Collected data entries:

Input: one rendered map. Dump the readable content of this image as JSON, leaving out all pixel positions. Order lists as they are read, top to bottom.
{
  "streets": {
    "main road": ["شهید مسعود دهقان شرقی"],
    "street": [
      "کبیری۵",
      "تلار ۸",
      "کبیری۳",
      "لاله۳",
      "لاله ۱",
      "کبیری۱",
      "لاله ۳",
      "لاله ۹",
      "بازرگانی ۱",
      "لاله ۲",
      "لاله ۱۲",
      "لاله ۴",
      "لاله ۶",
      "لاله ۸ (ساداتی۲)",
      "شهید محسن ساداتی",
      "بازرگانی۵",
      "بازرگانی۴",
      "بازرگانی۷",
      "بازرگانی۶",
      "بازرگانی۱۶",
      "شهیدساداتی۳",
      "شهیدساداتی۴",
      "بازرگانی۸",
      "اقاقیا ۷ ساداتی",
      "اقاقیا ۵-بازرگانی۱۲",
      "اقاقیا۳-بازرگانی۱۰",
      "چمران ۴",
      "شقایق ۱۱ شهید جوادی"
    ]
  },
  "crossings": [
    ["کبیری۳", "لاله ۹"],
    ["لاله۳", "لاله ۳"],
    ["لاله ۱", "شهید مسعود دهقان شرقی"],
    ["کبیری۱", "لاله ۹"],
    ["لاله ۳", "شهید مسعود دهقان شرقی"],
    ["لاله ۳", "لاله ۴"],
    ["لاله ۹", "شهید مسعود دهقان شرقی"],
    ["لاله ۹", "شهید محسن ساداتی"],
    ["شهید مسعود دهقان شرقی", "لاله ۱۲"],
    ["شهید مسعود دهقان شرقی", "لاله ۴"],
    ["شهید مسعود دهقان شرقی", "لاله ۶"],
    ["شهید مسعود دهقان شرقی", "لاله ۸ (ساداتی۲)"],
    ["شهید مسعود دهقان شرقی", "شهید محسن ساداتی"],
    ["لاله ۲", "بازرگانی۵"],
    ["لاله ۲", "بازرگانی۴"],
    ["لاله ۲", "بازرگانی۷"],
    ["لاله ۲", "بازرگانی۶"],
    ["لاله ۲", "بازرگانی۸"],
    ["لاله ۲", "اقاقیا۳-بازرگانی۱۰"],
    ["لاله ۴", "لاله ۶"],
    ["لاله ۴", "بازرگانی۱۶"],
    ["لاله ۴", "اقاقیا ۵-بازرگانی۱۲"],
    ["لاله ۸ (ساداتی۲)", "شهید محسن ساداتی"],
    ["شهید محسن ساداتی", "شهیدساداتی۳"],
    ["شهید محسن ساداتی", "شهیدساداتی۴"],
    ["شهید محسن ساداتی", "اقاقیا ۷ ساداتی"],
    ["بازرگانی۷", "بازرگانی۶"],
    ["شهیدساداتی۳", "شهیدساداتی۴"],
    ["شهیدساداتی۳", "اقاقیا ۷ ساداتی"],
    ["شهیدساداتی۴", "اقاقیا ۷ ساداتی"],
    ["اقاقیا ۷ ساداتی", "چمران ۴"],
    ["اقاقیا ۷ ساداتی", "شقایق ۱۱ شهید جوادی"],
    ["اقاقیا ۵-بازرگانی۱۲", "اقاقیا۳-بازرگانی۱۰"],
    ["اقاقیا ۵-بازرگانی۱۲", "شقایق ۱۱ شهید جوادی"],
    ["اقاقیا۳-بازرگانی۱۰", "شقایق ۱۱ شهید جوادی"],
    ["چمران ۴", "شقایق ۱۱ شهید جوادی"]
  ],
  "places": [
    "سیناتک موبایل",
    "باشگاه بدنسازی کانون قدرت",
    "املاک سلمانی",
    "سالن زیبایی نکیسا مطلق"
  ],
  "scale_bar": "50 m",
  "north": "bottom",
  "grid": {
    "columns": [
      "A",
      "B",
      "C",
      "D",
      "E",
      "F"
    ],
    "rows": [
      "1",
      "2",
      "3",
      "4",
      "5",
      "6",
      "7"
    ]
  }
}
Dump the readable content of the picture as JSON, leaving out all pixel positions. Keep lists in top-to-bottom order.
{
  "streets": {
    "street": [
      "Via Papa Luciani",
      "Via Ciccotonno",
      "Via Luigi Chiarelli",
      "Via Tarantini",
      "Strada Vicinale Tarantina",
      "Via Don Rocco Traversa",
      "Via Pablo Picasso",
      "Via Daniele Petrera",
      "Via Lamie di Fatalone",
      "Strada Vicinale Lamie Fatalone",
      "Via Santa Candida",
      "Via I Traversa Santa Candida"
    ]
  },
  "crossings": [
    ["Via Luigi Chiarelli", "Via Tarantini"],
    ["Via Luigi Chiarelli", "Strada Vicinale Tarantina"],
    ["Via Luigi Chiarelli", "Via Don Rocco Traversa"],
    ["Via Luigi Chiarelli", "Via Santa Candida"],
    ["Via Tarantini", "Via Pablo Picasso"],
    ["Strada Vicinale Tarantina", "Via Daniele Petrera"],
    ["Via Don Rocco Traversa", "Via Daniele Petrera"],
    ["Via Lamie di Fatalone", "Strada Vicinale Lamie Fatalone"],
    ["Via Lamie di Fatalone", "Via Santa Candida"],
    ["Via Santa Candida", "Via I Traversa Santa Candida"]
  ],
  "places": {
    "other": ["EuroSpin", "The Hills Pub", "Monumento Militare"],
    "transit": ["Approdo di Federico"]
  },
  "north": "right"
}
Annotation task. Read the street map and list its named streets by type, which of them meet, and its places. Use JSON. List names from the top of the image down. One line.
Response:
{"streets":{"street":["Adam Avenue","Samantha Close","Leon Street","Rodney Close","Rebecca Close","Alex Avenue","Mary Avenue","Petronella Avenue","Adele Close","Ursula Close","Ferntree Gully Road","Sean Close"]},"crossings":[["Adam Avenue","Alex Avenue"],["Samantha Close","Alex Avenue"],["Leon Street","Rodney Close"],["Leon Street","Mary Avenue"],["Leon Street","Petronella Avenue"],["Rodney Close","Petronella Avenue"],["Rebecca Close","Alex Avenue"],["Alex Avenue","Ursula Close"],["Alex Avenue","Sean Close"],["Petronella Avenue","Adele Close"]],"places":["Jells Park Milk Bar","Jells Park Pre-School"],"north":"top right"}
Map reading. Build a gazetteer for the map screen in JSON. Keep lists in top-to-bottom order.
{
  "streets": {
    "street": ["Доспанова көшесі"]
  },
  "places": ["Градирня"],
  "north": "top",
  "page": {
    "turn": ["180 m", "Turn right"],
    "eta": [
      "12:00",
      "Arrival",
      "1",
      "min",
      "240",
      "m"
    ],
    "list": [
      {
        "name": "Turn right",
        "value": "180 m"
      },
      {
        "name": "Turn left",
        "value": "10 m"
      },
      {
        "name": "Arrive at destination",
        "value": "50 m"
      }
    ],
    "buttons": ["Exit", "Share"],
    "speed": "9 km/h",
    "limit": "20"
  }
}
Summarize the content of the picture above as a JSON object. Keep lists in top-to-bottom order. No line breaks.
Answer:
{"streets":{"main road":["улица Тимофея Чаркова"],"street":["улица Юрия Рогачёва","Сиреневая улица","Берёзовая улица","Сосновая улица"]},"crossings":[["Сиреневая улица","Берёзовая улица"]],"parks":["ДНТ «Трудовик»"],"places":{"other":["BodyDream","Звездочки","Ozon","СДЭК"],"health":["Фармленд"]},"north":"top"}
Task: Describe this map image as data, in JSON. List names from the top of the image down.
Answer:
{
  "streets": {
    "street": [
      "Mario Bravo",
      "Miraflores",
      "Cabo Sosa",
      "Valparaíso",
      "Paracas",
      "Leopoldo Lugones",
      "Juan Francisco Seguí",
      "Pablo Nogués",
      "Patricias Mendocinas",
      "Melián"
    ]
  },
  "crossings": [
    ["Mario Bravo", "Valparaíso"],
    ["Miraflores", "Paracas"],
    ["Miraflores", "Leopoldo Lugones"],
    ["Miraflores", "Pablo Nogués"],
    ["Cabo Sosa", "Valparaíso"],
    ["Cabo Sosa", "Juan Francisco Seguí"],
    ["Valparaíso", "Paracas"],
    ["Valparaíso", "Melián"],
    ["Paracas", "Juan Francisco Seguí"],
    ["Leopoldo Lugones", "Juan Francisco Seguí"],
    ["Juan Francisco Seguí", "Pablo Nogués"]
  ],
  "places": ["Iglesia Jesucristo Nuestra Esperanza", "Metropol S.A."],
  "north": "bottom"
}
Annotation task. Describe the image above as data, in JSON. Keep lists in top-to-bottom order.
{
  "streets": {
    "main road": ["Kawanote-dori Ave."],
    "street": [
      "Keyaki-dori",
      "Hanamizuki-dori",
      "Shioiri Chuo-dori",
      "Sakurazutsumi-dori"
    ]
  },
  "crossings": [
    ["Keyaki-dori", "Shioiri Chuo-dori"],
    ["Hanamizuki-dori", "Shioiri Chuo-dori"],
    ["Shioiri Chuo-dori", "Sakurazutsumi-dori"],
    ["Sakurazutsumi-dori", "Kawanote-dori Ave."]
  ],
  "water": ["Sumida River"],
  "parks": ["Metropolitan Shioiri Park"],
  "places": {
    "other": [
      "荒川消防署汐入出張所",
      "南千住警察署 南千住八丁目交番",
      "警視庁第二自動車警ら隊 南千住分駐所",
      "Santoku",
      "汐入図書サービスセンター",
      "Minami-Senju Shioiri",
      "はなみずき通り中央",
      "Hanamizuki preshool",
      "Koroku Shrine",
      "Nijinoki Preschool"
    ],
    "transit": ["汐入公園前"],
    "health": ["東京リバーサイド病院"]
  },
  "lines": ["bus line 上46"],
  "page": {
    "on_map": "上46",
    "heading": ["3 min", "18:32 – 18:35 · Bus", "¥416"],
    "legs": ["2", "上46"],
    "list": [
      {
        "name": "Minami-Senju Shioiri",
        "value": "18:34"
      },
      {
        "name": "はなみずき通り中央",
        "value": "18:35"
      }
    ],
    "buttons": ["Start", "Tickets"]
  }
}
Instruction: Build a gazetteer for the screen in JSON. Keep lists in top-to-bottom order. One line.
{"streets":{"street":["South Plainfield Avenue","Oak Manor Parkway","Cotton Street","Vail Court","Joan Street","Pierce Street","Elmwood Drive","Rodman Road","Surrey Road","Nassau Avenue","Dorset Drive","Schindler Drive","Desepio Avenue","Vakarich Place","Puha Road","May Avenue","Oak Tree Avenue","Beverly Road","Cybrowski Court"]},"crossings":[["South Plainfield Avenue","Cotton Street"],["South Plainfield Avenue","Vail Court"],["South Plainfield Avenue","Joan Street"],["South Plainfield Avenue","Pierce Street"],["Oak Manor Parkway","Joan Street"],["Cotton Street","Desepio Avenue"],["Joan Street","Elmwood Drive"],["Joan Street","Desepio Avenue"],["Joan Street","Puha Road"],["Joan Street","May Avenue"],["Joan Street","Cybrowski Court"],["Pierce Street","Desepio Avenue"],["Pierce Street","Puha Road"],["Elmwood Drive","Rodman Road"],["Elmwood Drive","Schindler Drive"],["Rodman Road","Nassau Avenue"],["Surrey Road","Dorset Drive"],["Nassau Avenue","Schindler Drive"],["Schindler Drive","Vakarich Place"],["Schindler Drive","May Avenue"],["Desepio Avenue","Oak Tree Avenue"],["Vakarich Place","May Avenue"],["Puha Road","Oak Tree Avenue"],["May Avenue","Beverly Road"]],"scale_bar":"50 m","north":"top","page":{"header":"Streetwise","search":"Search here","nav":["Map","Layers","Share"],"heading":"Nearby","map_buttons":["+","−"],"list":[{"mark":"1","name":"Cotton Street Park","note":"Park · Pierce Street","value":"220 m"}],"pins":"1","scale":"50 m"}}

▶ **Task brief**
Look through the entries above; copy each line where the string "Petrera" appears.

▶ **Solution to the problem**
      "Via Daniele Petrera",
    ["Strada Vicinale Tarantina", "Via Daniele Petrera"],
    ["Via Don Rocco Traversa", "Via Daniele Petrera"],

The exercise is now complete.